The Breast Of Intentions: Analyzing The USPSTF’s Mammography Shift
The US Preventative Services Task Force Recently Changed Its Mammography Recommendations, Are They Correct? (From the NEJM, 2023)
The US Preventative Services Task Force (USPSTF) recently changed its recommendation for the starting age for mammography screening from 50 to 40 years. Previously, the task force recommended screening in 40- to 50-year-old women as a personal choice. This recommendation could easily become a healthcare performance measure with an imperative that primary care physicians comply.
Is there no evidence that prompted this change? Has the mortality from breast cancer increased? In our last blog post, we showed to the contrary, that there has been a steady decrease in breast cancer mortality in the United States! Moreover, the reduction in death rate has been most pronounced among women under the age of 50. This same pattern has been seen in other high-income countries including those where screening of women for breast cancer in their 40s is rare (Denmark and the United Kingdom) as well as in countries where screening is rare in all age groups (Switzerland). This might suggest that the decline in the death rate has resulted largely from improvement in treatment as opposed to an increase in screening.
Secondly, is there evidence now that did not exist before that the benefit of mammography is increasing? Since the prior USPSTF recommendations, there have been no new randomized trials of screening mammography for women in their 40s. Eight randomized trials for women in this age group, including the most recent UK Age trial, revealed no significant effect. This might suggest that screening reduces mortality less than was hoped, possibly because more aggressive disease occurs in this age group. Faster-growing cancers are more likely to be missed by screening, often appearing in the interval between exams.

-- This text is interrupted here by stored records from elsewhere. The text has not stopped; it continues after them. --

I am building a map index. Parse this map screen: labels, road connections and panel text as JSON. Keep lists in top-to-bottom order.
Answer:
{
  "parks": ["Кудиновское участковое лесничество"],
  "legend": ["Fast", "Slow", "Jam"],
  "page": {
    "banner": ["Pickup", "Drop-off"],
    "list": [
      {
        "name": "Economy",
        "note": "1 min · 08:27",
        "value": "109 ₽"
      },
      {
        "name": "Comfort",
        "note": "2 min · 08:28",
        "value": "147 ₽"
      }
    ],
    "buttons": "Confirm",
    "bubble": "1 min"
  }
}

Without new trial data, the USPSTF relies on statistical models that estimate what might happen if the starting age were lowered. Woloshin et al. (NEJM, Sept 2023) suggests that the models assume that screening mammography reduces breast cancer mortality by about 25% and conclude that screening 1000 women from 40 to 74 years of age, instead of 50 to 74, would result in 1 to 2 fewer breast cancer deaths over a lifetime. These same researchers suggest that complex statistical modeling can be problematic. Estimated effects can be extremely sensitive to modeling assumptions, which often reflect the conventional wisdom at the time. Models have a great deal of appeal however they are only as reliable as their input data and assumptions. For instance, a 25% relative risk reduction can be problematic and misleading since they contain no information about the absolute risk reduction which is already low and steadily decreasing for this age group. The table above shows that for US women in their 40s, the risk of death from any cause in the next 10 years is about 3% regardless of screening. The authors also point out that in the United States with screening, the likelihood of not dying from breast cancer in the next 10 years would increase from 99.7% to 99.8%. The most common outcome of mammography in this age group is false alarms. The USPSTF model estimates that 36% of women 40 to 49 years of age will have at least one false alarm in a 10-year course of biannual screening. Most will require additional testing to prove that they don’t have cancer, some of which will undergo biopsy. These adverse effects do not include those women who will be over diagnosed and treated for cancer not destined to cause harm.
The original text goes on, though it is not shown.